AUDIO REVIEW: Garro – Oath of Moment by James Swallow
Nathaniel Garro, James Swallow’s hero from the Warhammer 40K novel The Flight of the Eisenstein, returns in the audio presentation of Swallow’s story Garrro: Oath of Moment. Here, Garro, the last of the Death Guard Space Marine Legion to retain loyalty to the Emperor, is given an important mission by Malcador the Sigillite, confidant of the Emperor himself. This mission takes him to the planet Calth to meet up with the 21st company of the Ultramarines, led by Captain Gaius. Gaius’s company of Ultramarines (which includes Tylos Rubio, a Psyker who renounces his psychic abilities under the Emperor’s edict) is embroiled in battle and Garro, naturally, fits right in while advancing his own cause.
Fans of Warhammer 40K‘s Horus Heresy series will like that Oath of Moment has its fair share of renegades. Not only are there Word Bearers (which should mean something to fans, I suppose, though it is lost on me), but also the cultists that they enlist to fight alongside them. Throw in some nasty war beasts and a dastardly war machine, and you have the ingredients for some compelling action scenes, which Swallow utilizes to the fullest. Although some of the non-battle scenes seem to halt the intoxicatingly feverish pace for longer than they need to, Swallow raises it up a notch by introducing some thought-provoking conflicts involving Imperial loyalty and sworn duty, particularly in the third act when Garro’s true goal is (not surprisingly) revealed.
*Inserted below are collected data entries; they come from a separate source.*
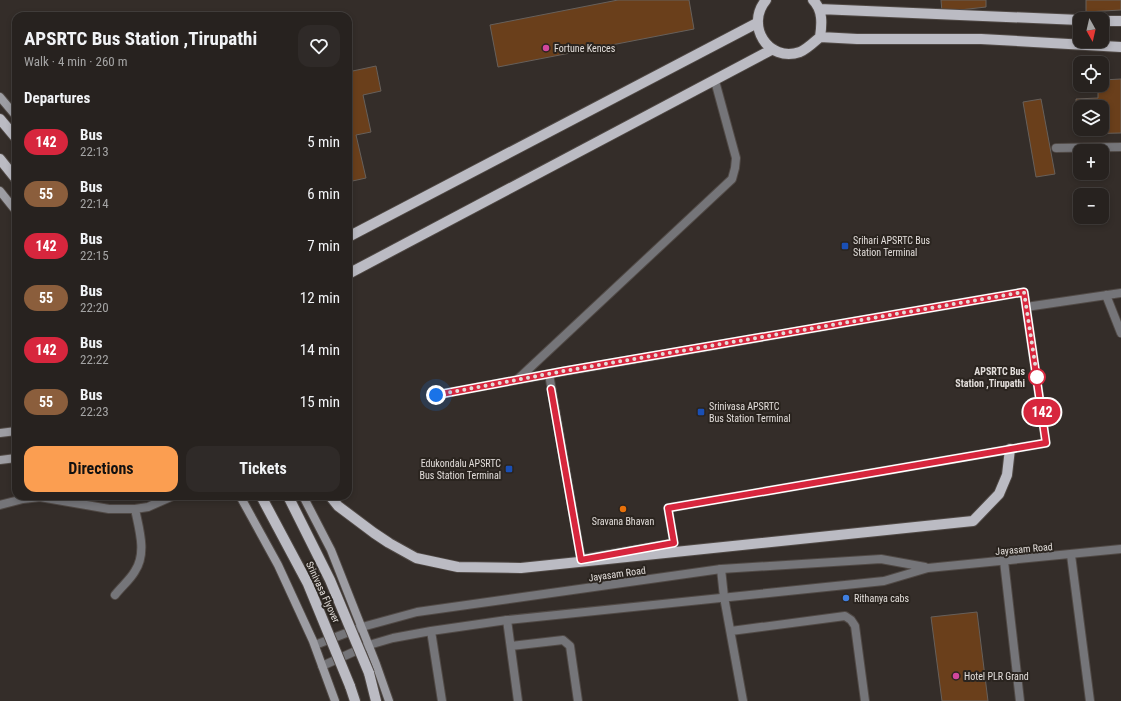 <!DOCTYPE html>
<html lang="en">
<head>
<meta charset="utf-8">
<style>
	:root { --surface:#27221f; --page:#2f2a28; --text:#f1f3f6; --muted:#a4a4a4; --line:#433f3d; --accent:#fb9e51 }
	body { margin:0; font-family:"Roboto Condensed",sans-serif; background:var(--page); color:var(--text); height:100vh; display:flex; flex-direction:column; font-size:15px; white-space:nowrap }
	* { box-sizing:border-box; margin:0 }
	p { font-size:13px; color:var(--muted) }
	.icon { flex:none; width:22px; height:22px; fill:none; stroke:currentColor; stroke-width:2; stroke-linecap:round; stroke-linejoin:round }
	.map { position:relative; flex:1; overflow:hidden }
	.panel { position:absolute; left:12px; top:12px; width:340px; height:488px; display:flex; flex-direction:column; background:var(--surface); border-radius:12px; box-shadow:0 2px 6px #0003,0 0 0 1px var(--line) }
	.panel>* { flex:none }
	.badge { padding:0 8px; border-radius:13px; font-size:14px; line-height:26px }
	.needle { width:26px; rotate:172deg }
	.tools { position:absolute; left:1073px; top:12px; display:grid; gap:8px }
	.tools a { display:grid; place-items:center; width:36px; height:36px; border-radius:8px; background:var(--surface); box-shadow:0 2px 6px #0003,0 0 0 1px var(--line); font-size:20px }
	.you { position:absolute; width:20px; height:20px; margin:-10px; border:3px solid #fff; border-radius:50%; background:#1a73e8; box-shadow:0 0 0 6px #1a73e833 }
	.map>.badge { position:absolute; translate:-50% -50%; box-shadow:0 0 0 2px #fff }
	h2 { padding:0 12px; font-size:15px; line-height:36px }
	.round { display:grid; place-items:center; flex:none; width:42px; height:42px; border-radius:12px; background:var(--page) }
	.headline { display:flex; align-items:center; justify-content:space-between; height:68px; padding:0 12px }
	h1 { font-size:19px; font-weight:700; line-height:30px }
	.primary-button { display:flex; gap:8px; margin-top:auto; padding:8px 12px }
	.primary-button a { flex:1; height:46px; border-radius:12px; background:var(--accent); color:#111; font-size:16px; font-weight:700; line-height:46px; text-align:center }
	.primary-button a+a { background:var(--page); color:var(--text) }
	ul { padding:0; list-style:none }
	li { display:flex; align-items:center; gap:12px; height:52px; padding:0 12px }
	li div { flex:1 }
	li b { display:block; font-size:15px }
	li em { font-style:normal }
	li .badge { min-width:44px; font-weight:700; text-align:center }
	.map>svg:first-child { display:block }
</style>
</head>
<body>
<div class="map">
<svg width="1121" height="701" viewBox="0 0 1121 701">
	<rect width="100%" height="100%" fill="#342d29"/>
	<path fill="#6a3f1b" stroke="#67605b" fill-rule="evenodd" d="M618 0H689L694 29 498 67 490 25Z
		M941 0H986V7L942 12Z
		M1086 0H1121V10L1086 12Z
		M376 66 381 91 363 95 371 132 356 135 366 178 348 182V72Z
		M1121 79V133L1077 134 1076 99 1098 98V85H1102V80ZM1080 107H1102V129H1080Z
		M1041 99 1055 174 1036 177 1023 102Z
		M977 612 988 701H942L931 617Z"/>
	<g fill="none" stroke-linecap="round" stroke-linejoin="round">
		<g stroke="#504945" stroke-width="10">
			<path id="lane" d="M1056 148 1121 147
				M1024 292 1046 443 668 508 674 543 581 559 549 374Z
				M1106 295 1121 333
				M1026 307 1121 293
				M518 379 732 179 735 168 736 158 715 81
				M436 395 549 374
				M0 505 23 499 40 497 109 509H135L148 507 173 496
				M1004 561 1020 701
				M721 569 724 597 743 701
				M115 595C121 587 130 580 135 571 147 553 139 529 135 509
				M507 620 518 701
				M731 631 845 616 851 620 855 626 865 701
				M511 646 563 640 570 646 578 701"/>
		</g>
		<g stroke="#504945" stroke-width="10">
			<path id="street" d="M1071 555 1090 701
				M431 631 442 701
				M315 645 362 627 417 612 721 569 881 559 925 567
				M322 666 369 645 393 638 431 631 507 620 884 581 928 568 1121 549"/>
		</g>
		<g stroke="#504945" stroke-width="10">
			<path id="secondary" d="M0 97 16 116
				M0 191 16 211
				M0 433 16 431
				M0 460 16 458
				M240 496 278 565 313 641 335 701
				M303 496 331 550 376 664 389 701"/>
		</g>
		<g stroke="#504945" stroke-width="12">
			<path id="primary" d="M766 0C745 25 768 63 800 52 807 49 814 42 820 37 822 24 823 10 813 0
				M819 9 1080 20
				M1102 21H1121
				M820 37 857 39H981L1121 47
				M0 119 16 138
				M0 159 16 179
				M348 237 757 23
				M348 274 773 49
				M330 496 338 506 374 533 389 543 416 558 458 567 521 568 973 521 999 494 1007 475 1010 449
				M369 673 376 701
				M350 686 355 701"/>
		</g>
		<use href="#lane" stroke="#757579" stroke-width="8"/>
		<use href="#street" stroke="#757579" stroke-width="8"/>
		<use href="#secondary" stroke="#9d9da3" stroke-width="8"/>
		<use href="#primary" stroke="#bbbbc3" stroke-width="10"/>
		<g stroke="#504945" stroke-width="12" stroke-linecap="butt">
			<path id="primary-bridge" d="M261 496 308 584 350 686
				M288 496 330 580 369 673"/>
		</g>
		<use href="#primary-bridge" stroke="#bbbbc3" stroke-width="10"/>
	</g>
	<g fill="none" stroke-linecap="round" stroke-linejoin="round">
		<g stroke="#fff" stroke-width="9">
			<path id="line" d="M436 395 564 371 1024 292 1046 443 668 508 674 543 581 560 551 389"/>
		</g>
		<use href="#line" stroke="#d7263d" stroke-width="6"/>
		<path stroke="#e2ddda" stroke-width="4" stroke-dasharray="0 7.2" d="M436 395 564 371 1024 292 1038 383 1037 377"/>
	</g>
	<g fill="#d1479c" stroke="#2a241f" stroke-width="1.5">
		<circle cx="546" cy="48" r="4"/>
		<circle cx="956" cy="676" r="4"/>
	</g>
	<g fill="#1a4fb4" stroke="#2a241f" stroke-width="1.5">
		<rect x="841" y="242" width="8" height="8" rx="2"/>
		<rect x="697" y="408" width="8" height="8" rx="2"/>
		<rect x="505" y="465" width="8" height="8" rx="2"/>
	</g>
	<circle fill="#fff" stroke="#d7263d" stroke-width="2" cx="1037" cy="377" r="8"/>
	<circle fill="#e8710a" stroke="#2a241f" stroke-width="1.5" cx="623" cy="509" r="4"/>
	<circle fill="#3f7fe0" stroke="#2a241f" stroke-width="1.5" cx="846" cy="598" r="4"/>
	<g text-anchor="middle" dominant-baseline="central" stroke-width="4" stroke-linejoin="round" paint-order="stroke">
		<g font-size="10" fill="#e2ddda" stroke="#2a241f" text-anchor="start">
			<text x="554" y="48">Fortune Kences</text>
			<text x="853" y="240">Srihari APSRTC Bus<tspan x="853" dy="12">Station Terminal</tspan></text>
			<text x="709" y="406">Srinivasa APSRTC<tspan x="709" dy="12">Bus Station Terminal</tspan></text>
			<text x="501" y="463" text-anchor="end">Edukondalu APSRTC<tspan x="501" dy="12">Bus Station Terminal</tspan></text>
			<text x="623" y="521" text-anchor="middle">Sravana Bhavan</text>
			<text x="854" y="598">Rithanya cabs</text>
			<text x="964" y="676">Hotel PLR Grand</text>
		</g>
		<g font-size="10" font-weight="bold" fill="#e2ddda" stroke="#2a241f" text-anchor="end">
			<text x="1025" y="371">APSRTC Bus<tspan x="1025" dy="12">Station ,Tirupathi</tspan></text>
		</g>
		<g font-size="10" fill="#e2ddda" stroke="#2a241f">
			<text transform="translate(1024 549) rotate(-5)">Jayasam Road</text>
			<text transform="translate(617 574) rotate(-8)">Jayasam Road</text>
			<text transform="translate(323 592) rotate(65)">Srinivasa Flyover</text>
		</g>
	</g>
</svg>
<div class="tools">
<a><svg class="needle" viewBox="-14 -14 28 28"><path d="M0-13l5 13h-10z" fill="#e53935"/><path d="M0 13l5-13h-10z" fill="#a4a4a4"/></svg></a>
<a><svg class="icon" aria-label="locate" viewBox="0 0 24 24"><circle cx="12" cy="12" r="6"/><path d="M12 2v4M12 18v4M2 12h4M18 12h4"/></svg></a>
<a><svg class="icon" aria-label="layers" viewBox="0 0 24 24"><path d="M12 4l9 5-9 5-9-5zM3 14l9 5 9-5"/></svg></a>
<a>+</a>
<a>−</a>
</div>
<div class="you" style="left:436px;top:395px"></div>
<b class="badge" style="left:1042px;top:412px;background:#d7263d;color:#fff">142</b>
<section class="panel">
<div class="headline"><div><h1>APSRTC Bus Station ,Tirupathi</h1><p>Walk · 4 min · 260 m</p></div><a class="round"><svg class="icon" aria-label="heart" viewBox="0 0 24 24"><path d="M12 20l-8-8c-3-5 5-10 8-4 3-6 11-1 8 4z"/></svg></a></div>
<h2>Departures</h2>
<ul>
<li><span class="badge" style="background:#d7263d;color:#fff">142</span><div><b>Bus</b><p>22:13</p></div><em>5 min</em></li>
<li><span class="badge" style="background:#8b5e3c;color:#fff">55</span><div><b>Bus</b><p>22:14</p></div><em>6 min</em></li>
<li><span class="badge" style="background:#d7263d;color:#fff">142</span><div><b>Bus</b><p>22:15</p></div><em>7 min</em></li>
<li><span class="badge" style="background:#8b5e3c;color:#fff">55</span><div><b>Bus</b><p>22:20</p></div><em>12 min</em></li>
<li><span class="badge" style="background:#d7263d;color:#fff">142</span><div><b>Bus</b><p>22:22</p></div><em>14 min</em></li>
<li><span class="badge" style="background:#8b5e3c;color:#fff">55</span><div><b>Bus</b><p>22:23</p></div><em>15 min</em></li>
</ul>
<div class="primary-button"><a>Directions</a><a>Tickets</a></div>
</section>
</div>
</body>
</html>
I’ve been listening to Warhammer audiobooks for about a year now, and I pretty much know what to expect. But expectations do not preclude enjoyment and Oath of Moment is every bit as enjoyable as the others I’ve listened to. This is due to two factors. First, Swallow’s story is a good one. Besides the requisite military action, there are quite a few moments of world building and characterization. Second, Toby Longworth’s vocal performance is superb – consistently superb. I can’t imagine Warhammer 40K audio without him at this point. His delivery is spot on, and his voices different enough to tell who is speaking. Taken together, this is another title in an impressive line of audiobooks with high production value.